A verdade é que, praticamente sem receita alem da quota federal do
imposto de renda, da escassa ajuda estadual, Ascânio mantém a cidade limpa,
calçou com pedras do rio, ruas e becos, inaugurou duas escolas municipais, uma
na Rocinha, outra em Coqueiro, e busca obter, à custa de ofícios, petições às
autoridades, cartas aos jornais e estações de rádio, que se estendam a Agreste
os fios da Hidroeléctrica.
Ascânio não desanima, porém. Prossegue em sua luta.
Acredita que um dia, fatalmente, a fama do clima, a qualidade da água, a beleza
da paisagem trarão às artérias e praias de Agreste turistas ávidos de paz e
natureza.
Ao ouvi-lo falar há quem sorria do ardente entusiasmo, Agreste não tem
jeito; mas há quem se empolgue e por um momento sonhe com ele, veja realidade
nessa fantasia; como sempre, as opiniões se dividem.
Somam-se unânimes, sem
divergência ao julgar o próprio Ascânio. Não há, em todo o município, cidadão
mais estimado, mais bem visto. As moças casadoiras não tiram os olhos dele.
Ascânio completou vinte e oito anos, o que espera para escolher noiva? Quando
Prefeito não poderá continuar freguês da casa de Zuleika.

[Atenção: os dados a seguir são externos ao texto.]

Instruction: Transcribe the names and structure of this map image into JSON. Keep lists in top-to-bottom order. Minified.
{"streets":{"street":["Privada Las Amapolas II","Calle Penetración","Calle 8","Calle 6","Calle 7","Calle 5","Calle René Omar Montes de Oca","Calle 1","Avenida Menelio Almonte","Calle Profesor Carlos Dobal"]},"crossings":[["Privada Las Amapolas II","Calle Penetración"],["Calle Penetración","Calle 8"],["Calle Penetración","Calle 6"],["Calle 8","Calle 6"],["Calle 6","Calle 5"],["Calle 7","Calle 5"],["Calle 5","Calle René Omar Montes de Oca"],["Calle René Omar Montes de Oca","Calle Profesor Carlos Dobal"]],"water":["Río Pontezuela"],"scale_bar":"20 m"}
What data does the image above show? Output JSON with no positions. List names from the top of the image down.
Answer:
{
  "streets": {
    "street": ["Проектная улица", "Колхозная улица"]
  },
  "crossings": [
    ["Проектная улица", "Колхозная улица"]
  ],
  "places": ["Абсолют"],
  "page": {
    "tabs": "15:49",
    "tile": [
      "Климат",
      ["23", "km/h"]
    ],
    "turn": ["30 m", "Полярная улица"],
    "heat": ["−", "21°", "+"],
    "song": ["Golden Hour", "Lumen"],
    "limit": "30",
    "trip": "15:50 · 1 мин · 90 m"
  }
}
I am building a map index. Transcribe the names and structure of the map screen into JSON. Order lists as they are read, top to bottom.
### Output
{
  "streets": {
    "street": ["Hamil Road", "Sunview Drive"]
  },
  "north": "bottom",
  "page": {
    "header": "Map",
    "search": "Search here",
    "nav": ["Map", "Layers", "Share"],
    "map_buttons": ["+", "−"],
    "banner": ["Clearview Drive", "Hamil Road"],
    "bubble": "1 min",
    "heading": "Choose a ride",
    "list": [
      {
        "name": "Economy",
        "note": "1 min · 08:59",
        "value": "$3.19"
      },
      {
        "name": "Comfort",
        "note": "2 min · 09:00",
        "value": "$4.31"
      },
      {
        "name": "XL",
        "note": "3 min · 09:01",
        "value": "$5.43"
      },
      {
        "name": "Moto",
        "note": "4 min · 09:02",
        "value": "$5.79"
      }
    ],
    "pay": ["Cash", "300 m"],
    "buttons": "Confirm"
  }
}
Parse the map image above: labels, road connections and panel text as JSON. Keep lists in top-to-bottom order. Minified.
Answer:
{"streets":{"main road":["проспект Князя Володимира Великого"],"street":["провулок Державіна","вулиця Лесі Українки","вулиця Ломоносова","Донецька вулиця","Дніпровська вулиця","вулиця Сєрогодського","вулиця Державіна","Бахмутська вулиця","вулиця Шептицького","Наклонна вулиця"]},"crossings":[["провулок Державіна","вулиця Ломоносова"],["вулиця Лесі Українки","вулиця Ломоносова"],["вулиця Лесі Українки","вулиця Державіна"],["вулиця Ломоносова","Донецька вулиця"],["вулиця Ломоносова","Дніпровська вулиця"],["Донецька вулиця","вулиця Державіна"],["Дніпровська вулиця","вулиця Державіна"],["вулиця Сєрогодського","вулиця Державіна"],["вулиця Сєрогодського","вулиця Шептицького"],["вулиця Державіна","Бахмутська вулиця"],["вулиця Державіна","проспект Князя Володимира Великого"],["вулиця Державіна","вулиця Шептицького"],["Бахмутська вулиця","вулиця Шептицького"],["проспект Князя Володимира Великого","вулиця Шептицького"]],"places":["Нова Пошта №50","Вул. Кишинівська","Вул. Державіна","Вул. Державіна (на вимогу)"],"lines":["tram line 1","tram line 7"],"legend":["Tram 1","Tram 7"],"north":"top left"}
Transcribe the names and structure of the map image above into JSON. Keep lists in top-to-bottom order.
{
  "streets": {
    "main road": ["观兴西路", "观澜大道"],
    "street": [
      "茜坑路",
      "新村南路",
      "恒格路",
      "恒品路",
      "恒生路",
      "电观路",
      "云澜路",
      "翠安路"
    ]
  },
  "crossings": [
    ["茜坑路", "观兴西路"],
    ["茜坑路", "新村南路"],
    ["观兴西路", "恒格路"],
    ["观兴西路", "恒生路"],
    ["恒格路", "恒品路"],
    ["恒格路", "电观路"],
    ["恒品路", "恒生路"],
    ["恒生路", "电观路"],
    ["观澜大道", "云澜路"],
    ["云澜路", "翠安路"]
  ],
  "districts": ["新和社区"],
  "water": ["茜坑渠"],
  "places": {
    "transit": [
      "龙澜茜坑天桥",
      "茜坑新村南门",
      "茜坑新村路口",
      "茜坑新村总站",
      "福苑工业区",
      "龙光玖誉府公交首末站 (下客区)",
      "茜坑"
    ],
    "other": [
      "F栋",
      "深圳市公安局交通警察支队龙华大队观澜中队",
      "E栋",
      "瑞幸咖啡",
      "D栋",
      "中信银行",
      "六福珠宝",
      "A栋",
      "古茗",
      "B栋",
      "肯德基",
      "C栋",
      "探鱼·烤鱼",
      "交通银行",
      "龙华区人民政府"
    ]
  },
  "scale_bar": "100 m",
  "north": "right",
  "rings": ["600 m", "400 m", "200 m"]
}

Por mais de uma vez, dona Carmosina lhe colocou o problema na Agência
dos Correios. Tanta moça bonita e prendada em Agreste e todas desejosas. Ele
sorri apenas, sorriso triste.
Dona Carmosina não insiste: leu a correspondência
toda, linha por linha, repete de memória trechos da derradeira missiva,
resposta à comunicação do próximo casamento – quem te escreve, Dalila, é um
morto, frígido coração que, da sepultura onde o enterraste, apunhalado, vem te
desejar felicidade; que o remorso não turve tua vida e que Deus me conceda a
graça de esquecer-te, arrancar do peito tua imagem…
Um poeta, Ascânio Trindade,
se escrevesse versos, nada ficaria a dever a Barbosinha. Pelo visto, não
esqueceu, não pensa em noiva.
Sorri apenas um sorriso triste. Outra? Jamais. Nem que um dia
desembarque da marinete de Jairo a mais formosa das donzelas, a mais pura e
sedutora. Coração morto para o amor, minha querida dona Carmosina.